How you know something matters more than what you know. This simple set of words contains perhaps the most significant shift of all. As we talk about leading the church, the world, into the next age, I believe no one thought matters more than this one.
Not only is this a substantially important idea, it has substantially important implications for action and outcomes.
Look with me for a moment at a struggling young mother, who looks into her child’s room and recognizes a simple fact. The room is a stinking mess. The mother decides to act. She tells her child to clean the room, and, after a bit of conflict, she ends up cleaning the room for the child.
How it gets done matters more than what gets done. Why? Because the implication here is that the clean room matters more than the long-term formation of the child’s soul, their mind, will and emotions.
We settle for a satisfying outcome regarding temporary things rather than fight for a change that impacts eternity.
With a willingness to focus on process (how the room gets clean) instead of content (the room is clean), this child could become the kind of person who stewards. When the focus is on outcome, the child becomes the kind of person who expects to be catered to.
How you know something matters more than what you know. Let’s move beyond the simple act of room cleaning to the idea of leading the church into the next age.
Do we want to foster disciples who foster disciples, or do we want generations of people who look to be catered to?
When I talk about “how” you know something, I am not referring to the source of your data.

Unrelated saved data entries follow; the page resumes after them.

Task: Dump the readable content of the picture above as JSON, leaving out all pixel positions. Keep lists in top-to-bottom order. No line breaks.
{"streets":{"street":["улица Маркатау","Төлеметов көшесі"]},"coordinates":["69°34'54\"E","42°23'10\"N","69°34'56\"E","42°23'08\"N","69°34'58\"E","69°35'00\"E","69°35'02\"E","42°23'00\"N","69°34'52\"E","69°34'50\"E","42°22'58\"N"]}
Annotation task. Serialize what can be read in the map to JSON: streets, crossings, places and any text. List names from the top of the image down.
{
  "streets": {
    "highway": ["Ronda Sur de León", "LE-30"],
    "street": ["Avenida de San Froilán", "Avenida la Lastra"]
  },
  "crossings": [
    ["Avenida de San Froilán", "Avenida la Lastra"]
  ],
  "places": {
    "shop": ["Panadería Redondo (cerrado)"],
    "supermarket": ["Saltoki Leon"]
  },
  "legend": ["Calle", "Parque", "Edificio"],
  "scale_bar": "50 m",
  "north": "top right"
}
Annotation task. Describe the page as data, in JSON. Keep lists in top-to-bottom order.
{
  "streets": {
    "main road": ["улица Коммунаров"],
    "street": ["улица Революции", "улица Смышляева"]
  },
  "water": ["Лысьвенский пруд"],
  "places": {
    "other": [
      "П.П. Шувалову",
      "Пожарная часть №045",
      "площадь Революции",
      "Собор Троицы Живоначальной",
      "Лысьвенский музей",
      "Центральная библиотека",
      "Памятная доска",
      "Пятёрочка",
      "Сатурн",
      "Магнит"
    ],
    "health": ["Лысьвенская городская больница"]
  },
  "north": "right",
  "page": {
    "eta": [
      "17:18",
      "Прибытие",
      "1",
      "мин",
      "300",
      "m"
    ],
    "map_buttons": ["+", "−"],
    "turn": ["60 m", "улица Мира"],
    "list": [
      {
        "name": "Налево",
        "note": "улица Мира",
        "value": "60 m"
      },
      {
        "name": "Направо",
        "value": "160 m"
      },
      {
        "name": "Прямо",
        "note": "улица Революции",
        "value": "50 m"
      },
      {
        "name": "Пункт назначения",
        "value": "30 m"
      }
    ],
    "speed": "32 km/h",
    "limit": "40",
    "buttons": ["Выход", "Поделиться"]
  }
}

I am referring to the process, the way that knowing takes place.
I want to look at two important issues regarding the way we know the kind of truth that sets people free. It is important to consider both source and target.
Source refers to where the “knowing” comes from, target refers to what part of your soul receives the “knowing.” Regarding both, it is crucial to note that Paul tells the Corinthian church that spiritual things are spiritually received (apprehended, learned). (1 Cor 2:14)
What this means is that both source and target are spiritual. If either is carnal, we may hear right information but not necessarily spiritual truth. Be sure you get that. Right information may not necessarily be the kind of truth we are after. Remember, right information, minus Spirit, was the collapse of the religious systems of Jesus’ day.
When a man memorizes and repeats information, this is a cognitive exercise and not necessarily a spiritual one. Not knowing the difference between flesh and spirit is how we fall prey to harmful ways of knowing.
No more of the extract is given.